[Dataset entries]
******************************

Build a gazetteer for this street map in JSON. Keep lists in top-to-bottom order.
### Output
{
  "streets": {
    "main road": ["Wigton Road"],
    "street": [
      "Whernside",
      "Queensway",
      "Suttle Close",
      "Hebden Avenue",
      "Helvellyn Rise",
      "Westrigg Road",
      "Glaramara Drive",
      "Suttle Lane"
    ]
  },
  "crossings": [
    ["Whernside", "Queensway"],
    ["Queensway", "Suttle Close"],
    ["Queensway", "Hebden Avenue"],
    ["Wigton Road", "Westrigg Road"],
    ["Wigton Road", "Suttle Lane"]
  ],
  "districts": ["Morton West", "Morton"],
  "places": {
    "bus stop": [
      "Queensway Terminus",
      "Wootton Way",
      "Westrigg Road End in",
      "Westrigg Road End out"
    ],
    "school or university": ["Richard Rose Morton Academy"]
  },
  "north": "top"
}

******************************

Activity
Word for word, repeat the records above.

Answer space
Build a gazetteer for this street map in JSON. Keep lists in top-to-bottom order.
### Output
{
  "streets": {
    "main road": ["Wigton Road"],
    "street": [
      "Whernside",
      "Queensway",
      "Suttle Close",
      "Hebden Avenue",
      "Helvellyn Rise",
      "Westrigg Road",
      "Glaramara Drive",
      "Suttle Lane"
    ]
  },
  "crossings": [
    ["Whernside", "Queensway"],
    ["Queensway", "Suttle Close"],
    ["Queensway", "Hebden Avenue"],
    ["Wigton Road", "Westrigg Road"],
    ["Wigton Road", "Suttle Lane"]
  ],
  "districts": ["Morton West", "Morton"],
  "places": {
    "bus stop": [
      "Queensway Terminus",
      "Wootton Way",
      "Westrigg Road End in",
      "Westrigg Road End out"
    ],
    "school or university": ["Richard Rose Morton Academy"]
  },
  "north": "top"
}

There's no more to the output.